Players who enjoy classic shooters (or "shmups") will be happy to find several solidly entertaining ancd challenging shooters on this package. The most well-known of these is probably 1942: Counter Strike, which is an enhanced version of the classic vertically scrolling shooter, with the same classic play mechanics, power-ups and enemy formations players have come to expect. This particular version features nicely upgraded graphics and smooth controls. Playing the game in full-screen mode with the PSP turned sideways is really cool, though it probably takes awhile to learn the controls. In a similar, yet far less popular vein is Varth which takes many of the play mechanics of 1942 and adds power-pods and massive weapons upgrades to the genre. Despite its odd name, this is another solidly addictive and entertaining shooter, and a definite must-play. Sidearms is a more traditional side-scrolling shooter which again, features excellent play mechanics, fluid controls and multiple weapons power-ups. The twist with this game is the fact that players can change their direction of fire either left or right, making for a more challenging game overall. Finally, players will encounter the classic Section Z, which offers some impressive parallax scrolling environments, great sprite animation and interesting weapons design, making this a solid compliment to the other shooters on the disc. All of these titles are quite addictive and remain quite challenging these days, and their continued high replay value is a testament to their solid design and timeless approach to the genre.

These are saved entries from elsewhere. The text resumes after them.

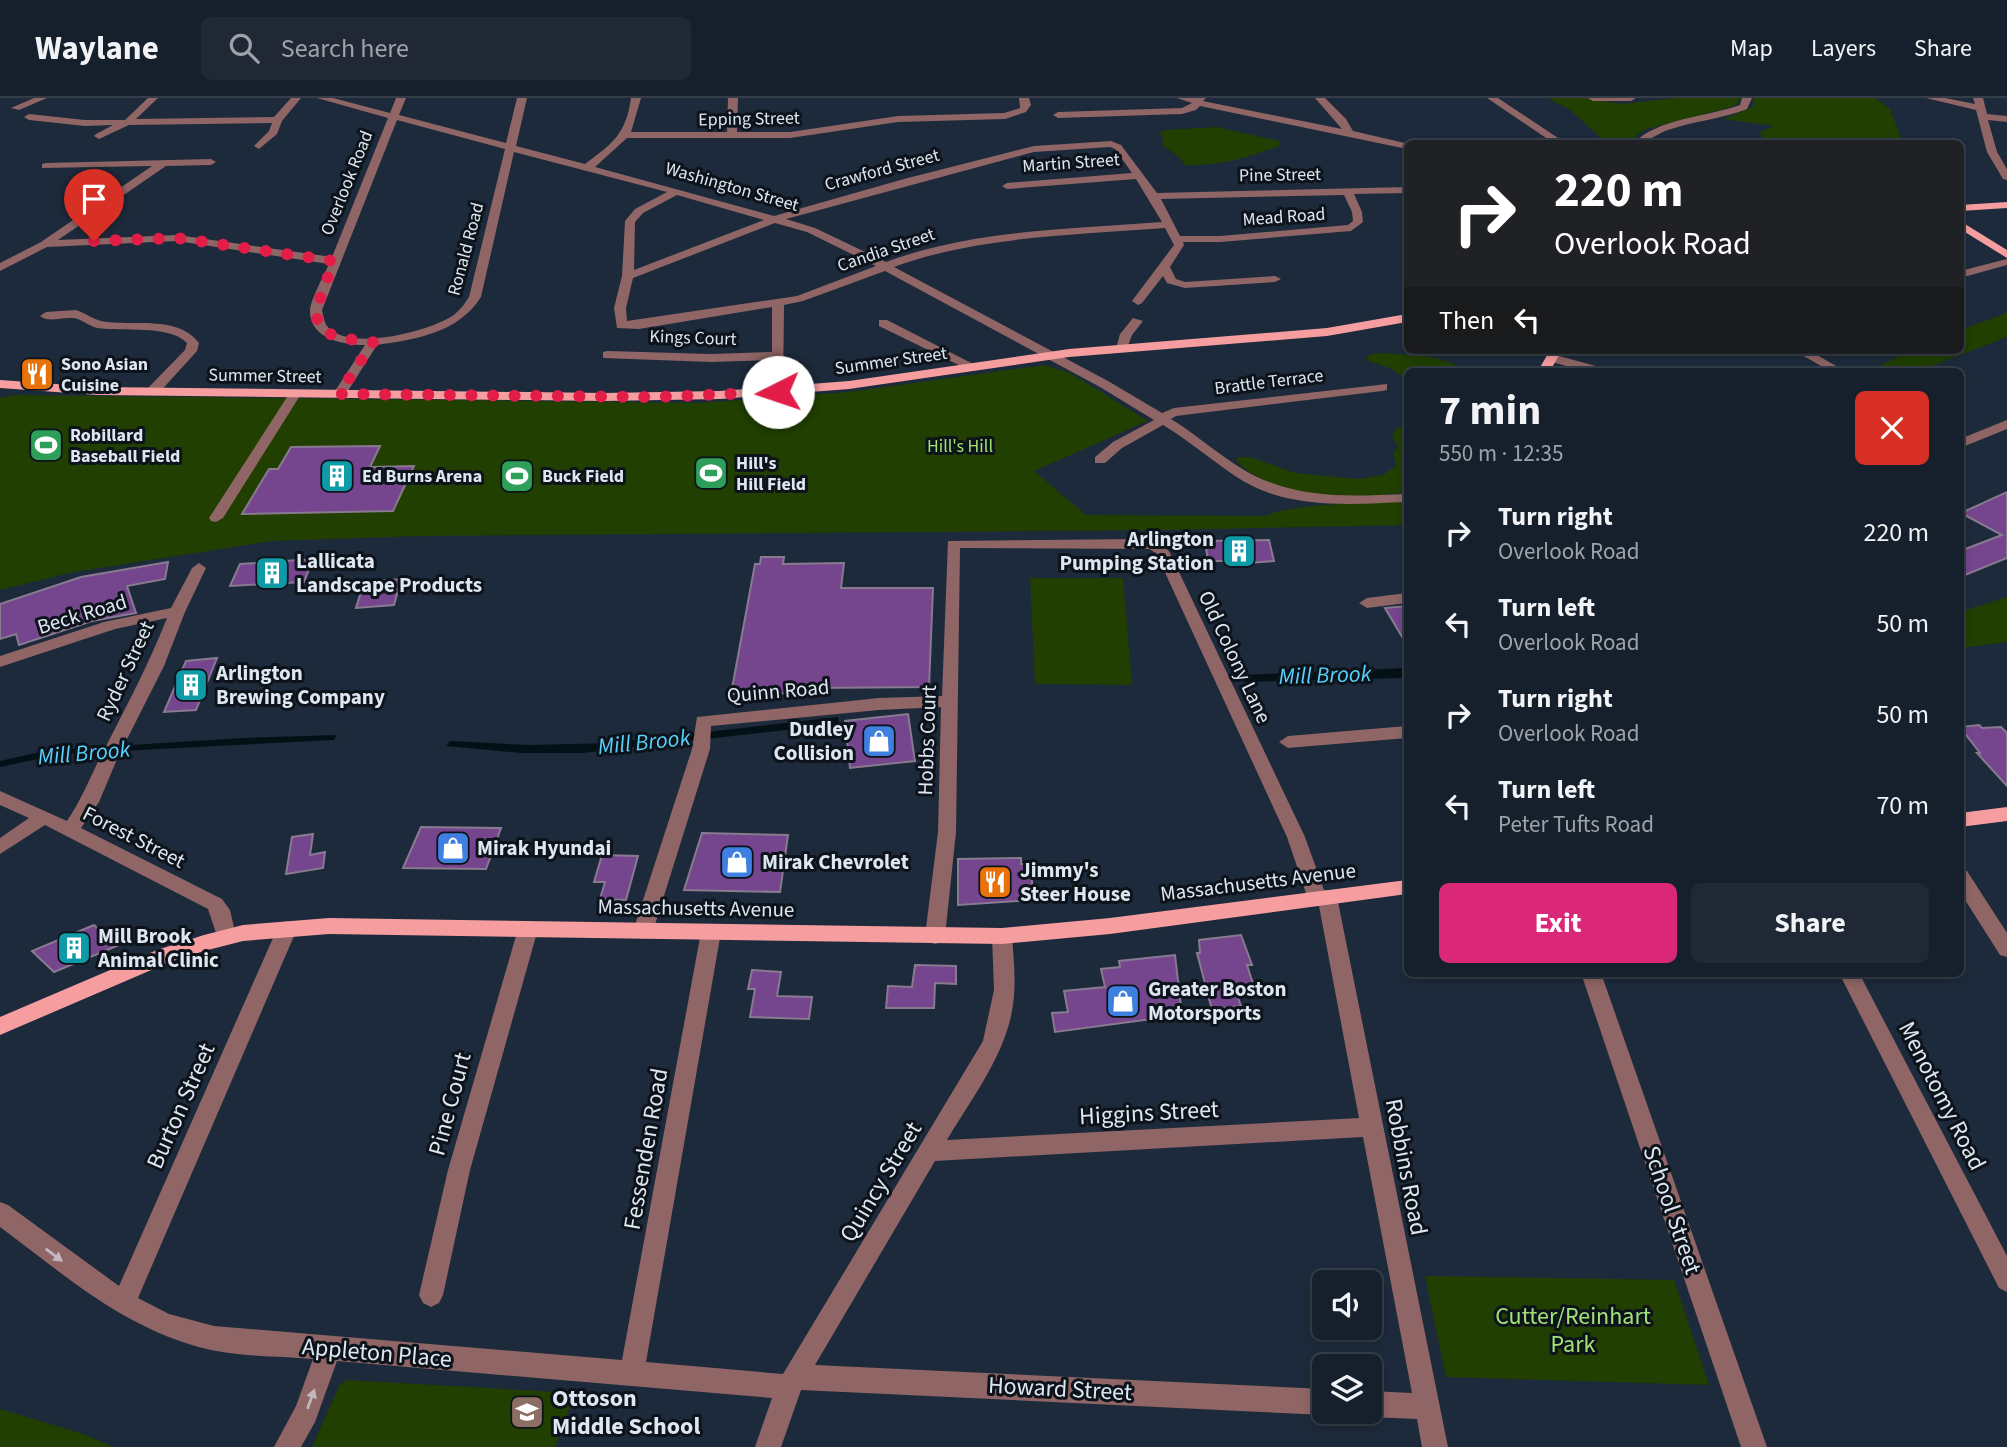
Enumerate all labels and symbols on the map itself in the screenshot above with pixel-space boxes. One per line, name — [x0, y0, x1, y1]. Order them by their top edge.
street label: Epping Street — [698, 106, 800, 132]
street label: Overlook Road — [315, 127, 379, 239]
street label: Crawford Street — [822, 143, 942, 197]
street label: Martin Street — [1022, 147, 1120, 179]
street label: Washington Street — [662, 156, 802, 218]
street label: Pine Street — [1239, 162, 1321, 188]
pin — [64, 169, 124, 241]
street label: Ronald Road — [442, 200, 490, 298]
street label: Mead Road — [1242, 202, 1326, 232]
street label: Candia Street — [834, 222, 938, 278]
street label: Kings Court — [649, 324, 737, 352]
street label: Summer Street — [833, 341, 949, 381]
place label: Sono Asian Cuisine — [61, 352, 148, 398]
restaurant icon: Sono Asian Cuisine — [18, 355, 56, 393]
position arrow — [741, 355, 815, 429]
street label: Summer Street — [208, 363, 322, 389]
street label: Brattle Terrace — [1213, 363, 1325, 401]
place label: Robillard Baseball Field — [70, 423, 180, 469]
sports icon: Robillard Baseball Field — [27, 426, 65, 464]
park label: Hill's Hill — [927, 434, 993, 459]
place label: Hill's Hill Field — [736, 451, 806, 497]
sports icon: Hill's Hill Field — [692, 454, 730, 492]
building icon: Ed Burns Arena — [318, 457, 356, 495]
sports icon: Buck Field — [498, 457, 536, 495]
place label: Ed Burns Arena — [362, 464, 482, 489]
place label: Buck Field — [542, 464, 624, 489]
place label: Arlington Pumping Station — [1059, 524, 1214, 578]
building icon: Arlington Pumping Station — [1220, 532, 1258, 570]
place label: Lallicata Landscape Products — [296, 546, 482, 600]
building icon: Lallicata Landscape Products — [253, 554, 291, 592]
street label: Beck Road — [34, 586, 130, 642]
street label: Old Colony Lane — [1191, 586, 1279, 728]
street label: Ryder Street — [89, 616, 161, 726]
water label: Mill Brook — [1278, 657, 1373, 693]
place label: Arlington Brewing Company — [215, 658, 385, 712]
building icon: Arlington Brewing Company — [172, 666, 210, 704]
street label: Quinn Road — [725, 672, 831, 710]
street label: Hobbs Court — [910, 684, 944, 796]
place label: Dudley Collision — [774, 714, 854, 768]
water label: Mill Brook — [596, 721, 693, 763]
shop icon: Dudley Collision — [860, 722, 898, 760]
water label: Mill Brook — [36, 732, 133, 773]
street label: Forest Street — [78, 798, 190, 876]
shop icon: Mirak Hyundai — [434, 829, 472, 867]
place label: Mirak Hyundai — [477, 833, 611, 863]
shop icon: Mirak Chevrolet — [718, 843, 756, 881]
place label: Mirak Chevrolet — [762, 847, 909, 877]
place label: Jimmy's Steer House — [1020, 855, 1131, 909]
street label: Massachusetts Avenue — [1159, 855, 1357, 909]
restaurant icon: Jimmy's Steer House — [976, 863, 1014, 901]
street label: Massachusetts Avenue — [597, 891, 795, 925]
place label: Mill Brook Animal Clinic — [97, 921, 219, 975]
building icon: Mill Brook Animal Clinic — [55, 929, 93, 967]
place label: Greater Boston Motorsports — [1148, 974, 1286, 1028]
shop icon: Greater Boston Motorsports — [1104, 982, 1142, 1020]
street label: Menotomy Road — [1889, 1015, 1995, 1177]
street label: Burton Street — [138, 1038, 224, 1174]
street label: Pine Court — [419, 1049, 481, 1159]
street label: Fessenden Road — [615, 1066, 677, 1232]
street label: Higgins Street — [1078, 1092, 1220, 1134]
street label: Robbins Road — [1376, 1096, 1436, 1238]
street label: Quincy Street — [831, 1115, 931, 1249]
street label: School Street — [1634, 1141, 1710, 1279]
one-way arrow — [44, 1247, 62, 1262]
park label: Cutter/Reinhart Park — [1495, 1299, 1651, 1362]
street label: Appleton Place — [301, 1329, 453, 1377]
street label: Howard Street — [987, 1368, 1133, 1410]
place label: Ottoson Middle School — [552, 1381, 700, 1444]
one-way arrow — [305, 1389, 316, 1410]
school or university icon: Ottoson Middle School — [508, 1393, 546, 1431]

Several other titles highlight this package, with the Arkanoid style play in Block Block making it an addictive puzzle game. Block Block's levels are challenging and offer plenty of variety, along with numerous upgrades and power-ups which add to the game's replay value. Unfortunately, the controls are a bit touchy here, and their over-responsive interface makes the game a bit too frustrating at points, leaving a game that doesn't quite live up to its potential. Capcom has also included another oddity here in the form of Three Wonders, which contains three simpler titles consisting of a shooter, a puzzle game and a side scroller, which recall gaming's earliest days. Of the three games, Chariot is the most enjoyable, while the other two titles are somewhat forgettable. Midnight Wanderers has some cool backgrounds, but the predictable action and gameplay make the experience feel less than original. There are several obscure titles on the disc which should appeal mainly to die-hard arcade aficionados. These include Avengers, a simple top-down fighting title that's decent but nothing spectacular and Last Duel, a simple racing/combat title that offers challenging gameplay, solid visuals and great controls. The package's biggest disappointment is Speed Rumbler, which attempts to combine racing and fighting but doesn't create a compelling experience for either element, making it fall short of Capcom's otherwise high quality titles here.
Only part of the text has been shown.